警備資料

アクセスカウンタ

zoom RSS 【よくわかる講座:人材派遣】人材派遣をめぐる「法律」と「対応」

<<   作成日時 : 2017/05/15 22:11   >>

ブログ気持玉 0 / トラックバック 0 / コメント 0

(1)人材派遣の「法的性格」
●人材派遣は「禁止の例外」である

ここでは、人材派遣に関する「法律」とその「対応」について解説する。正社員を雇用する一般的な企業の場合、雇用する労働者に指揮命令して働かせることができる。
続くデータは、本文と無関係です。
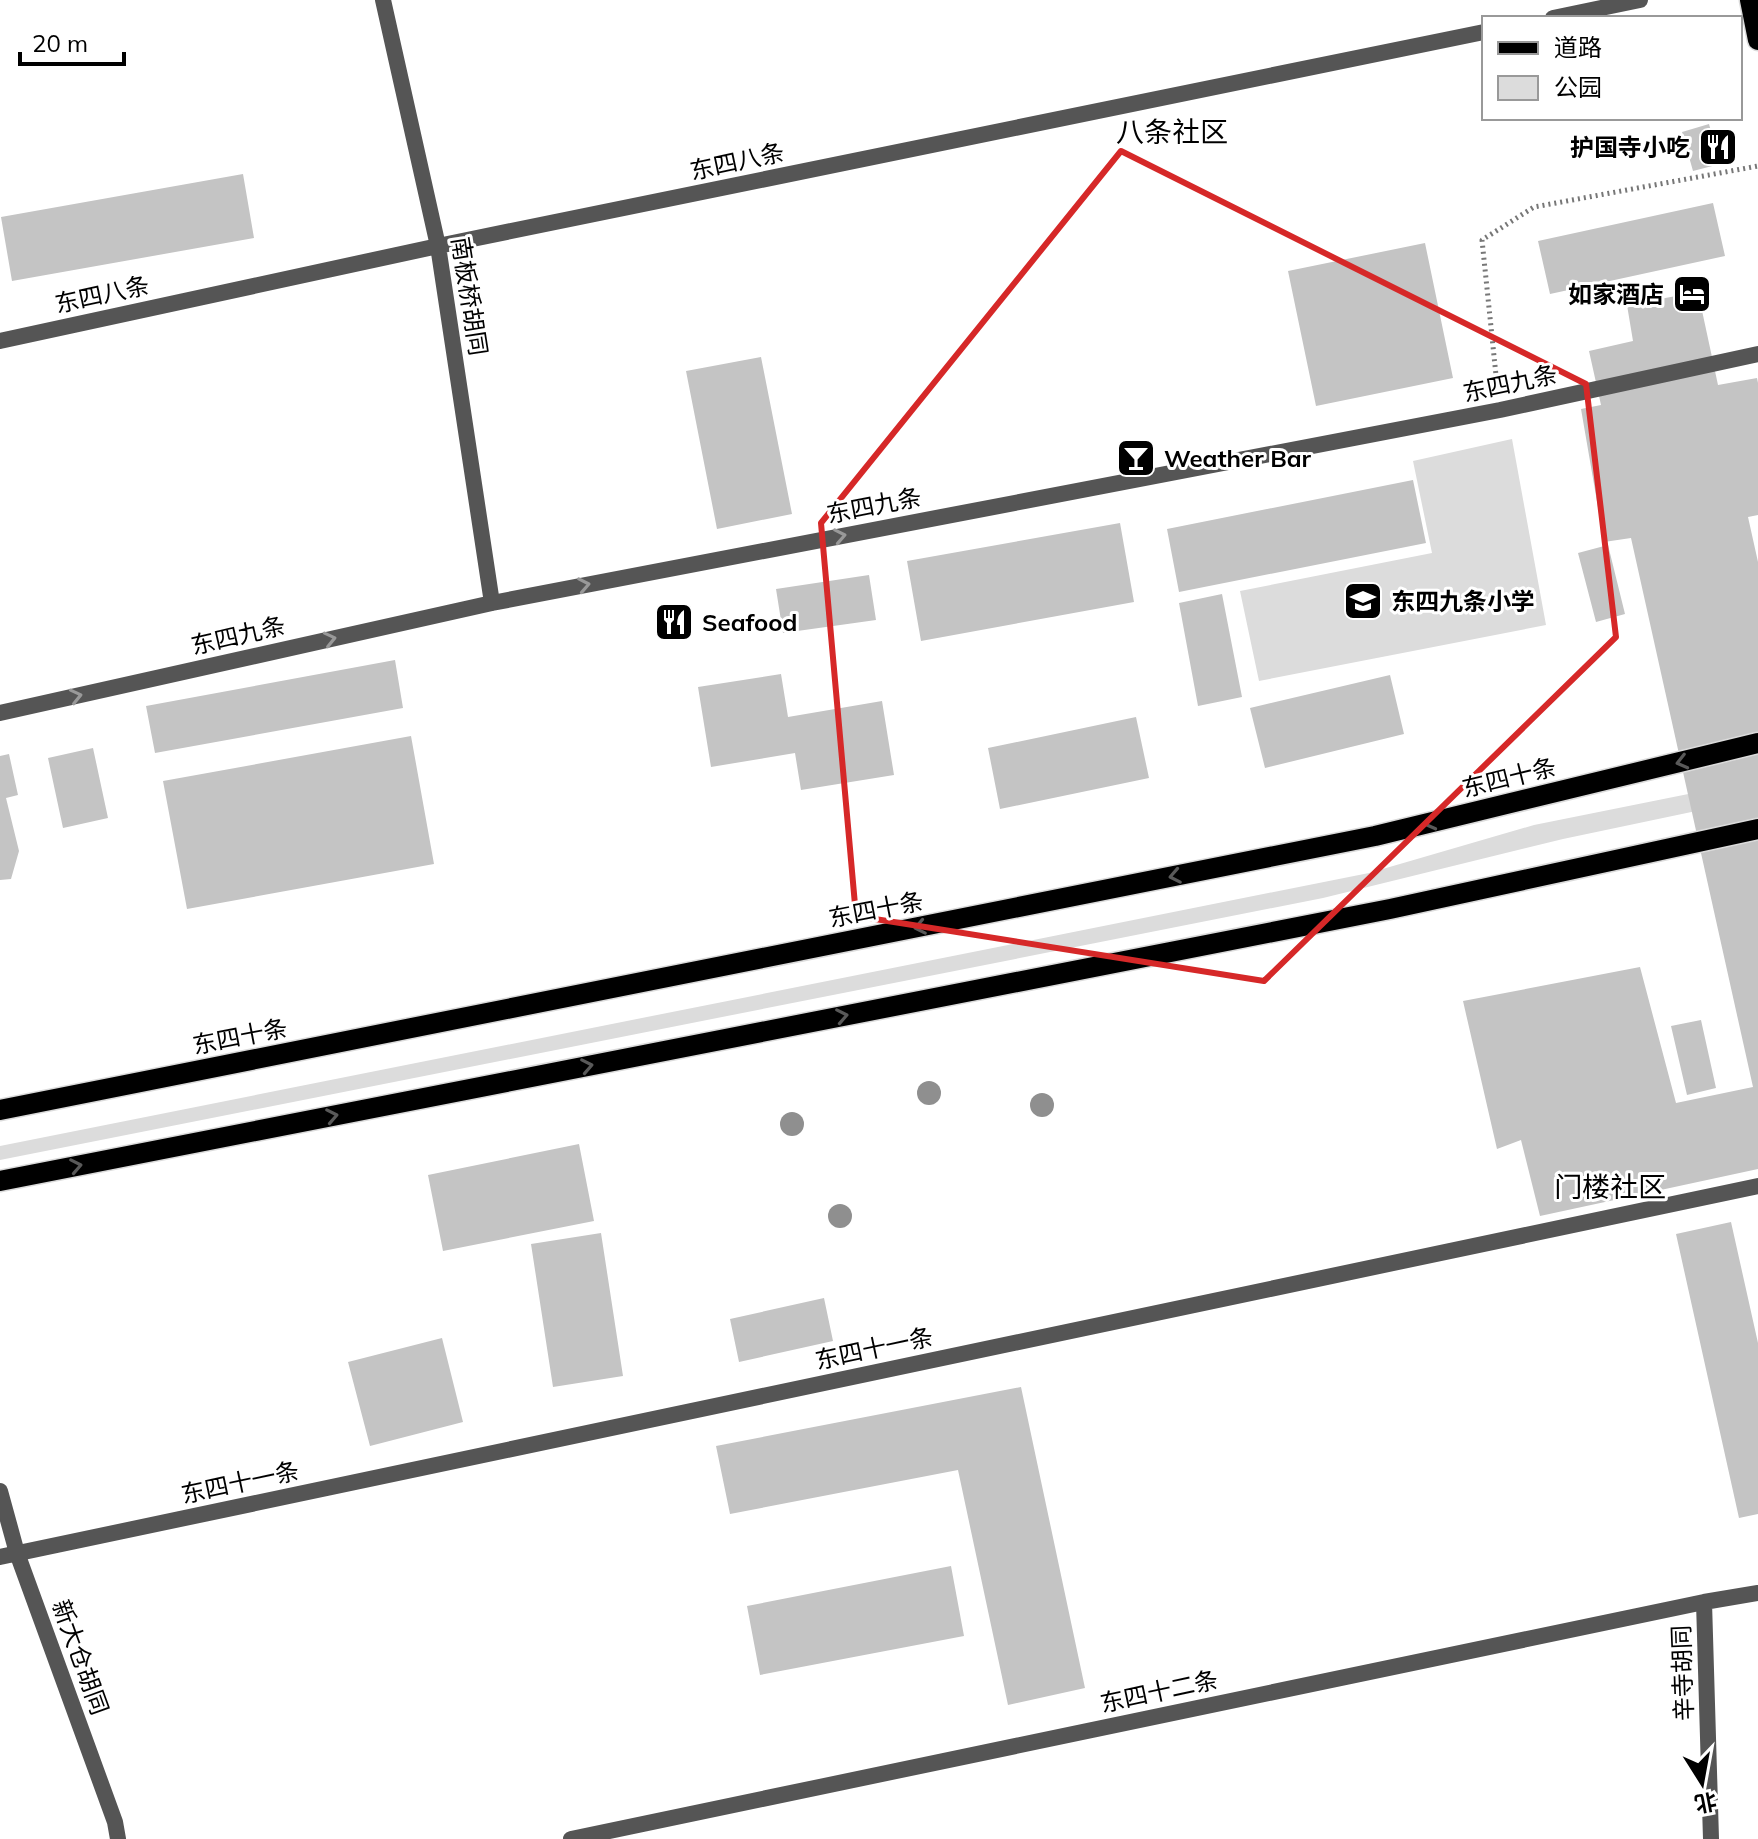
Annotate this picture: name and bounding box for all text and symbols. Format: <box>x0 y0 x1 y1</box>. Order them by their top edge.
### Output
scale bar <box>20 16 124 66</box>
legend <box>1482 16 1742 120</box>
text: 20 m <box>32 28 88 58</box>
text: 道路 <box>1554 32 1602 62</box>
text: 公园 <box>1554 72 1602 102</box>
district label: 八条社区 <box>1116 114 1228 149</box>
restaurant icon: 护国寺小吃 <box>1697 126 1739 168</box>
place label: 护国寺小吃 <box>1570 132 1690 162</box>
street label: 东四八条 <box>687 136 787 186</box>
street label: 南板桥胡同 <box>446 234 494 358</box>
street label: 东四八条 <box>52 269 152 319</box>
hotel icon: 如家酒店 <box>1671 273 1713 315</box>
place label: 如家酒店 <box>1568 279 1664 309</box>
street label: 东四九条 <box>1460 358 1560 408</box>
bar icon: Weather Bar <box>1115 437 1157 479</box>
place label: Weather Bar <box>1164 443 1312 473</box>
street label: 东四九条 <box>824 481 924 529</box>
one-way arrow <box>833 529 846 546</box>
one-way arrow <box>577 577 590 594</box>
school or university icon: 东四九条小学 <box>1342 580 1384 622</box>
place label: 东四九条小学 <box>1391 586 1535 616</box>
restaurant icon: Seafood <box>653 601 695 643</box>
place label: Seafood <box>702 607 797 637</box>
street label: 东四九条 <box>188 610 288 660</box>
one-way arrow <box>323 631 336 648</box>
one-way arrow <box>69 688 82 705</box>
street label: 东四十条 <box>1459 751 1559 803</box>
one-way arrow <box>1676 752 1690 769</box>
one-way arrow <box>1423 814 1437 831</box>
one-way arrow <box>1169 867 1182 884</box>
street label: 东四十条 <box>826 885 926 933</box>
one-way arrow <box>914 918 927 935</box>
one-way arrow <box>835 1009 849 1026</box>
street label: 东四十条 <box>190 1012 290 1060</box>
one-way arrow <box>580 1058 593 1075</box>
one-way arrow <box>324 1108 338 1125</box>
one-way arrow <box>69 1158 83 1175</box>
district label: 门楼社区 <box>1554 1169 1666 1204</box>
street label: 东四十一条 <box>812 1321 936 1375</box>
street label: 东四十一条 <box>178 1455 302 1509</box>
street label: 新大仓胡同 <box>46 1595 116 1719</box>
street label: 辛寺胡同 <box>1665 1625 1699 1721</box>
street label: 东四十二条 <box>1097 1664 1221 1718</box>
north arrow <box>1662 1743 1742 1823</box>
text: 北 <box>1692 1787 1719 1818</box>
しかし人材派遣では、派遣元が雇用する労働者を他社に派遣し、その派遣先が指揮命令を行い、働かせることになる。派遣スタッフと派遣元の間には「雇用関係」、派遣スタッフと派遣先の間には「指揮命令関係」が存在し、雇用関係と指揮命令関係が分離することに、人材派遣の法律的な特徴がある。

そもそも、人を派遣する行為を生業とすることは、許されるものではなかった。法律では、人の自由な意思を阻害する恐れがあるため、労働者をやり取りをする事業を好ましく捉えておらず、「職業安定法第44条」にもあるように、「労働者供給」という禁止事業に含まれる人材派遣は、もともと禁止されていた。しかし、失業者の就業機会を増やす役割への期待や多様な人材を活用したい企業の要望など、社会の成熟とともに、1986年に施行された「労働者派遣法」の下、一定のルールに従って行われている事業についてのみ、人材派遣は例外的に許されているのである。

(2)派遣事業と「労働法」
●人材派遣には「労働法」のほか、「労働者派遣法」が適用される

労働者を使用する場合、使用者よりも弱い立場にある労働者の権利や福祉を保護するため、さまざまな法律が定められている。その中で、労働者の保護を目的とする分野の法律が「労働法」で、最も代表的な法律が「労働基準法」である。「労働基準法」では、労働時間や賃金の取り扱いなどに関する内容を定めている。「労働法」に関しては、その他にも「男女雇用機会均等法」「育児・介護休業法」「安全衛生法」など、注力すべき法律が存在する。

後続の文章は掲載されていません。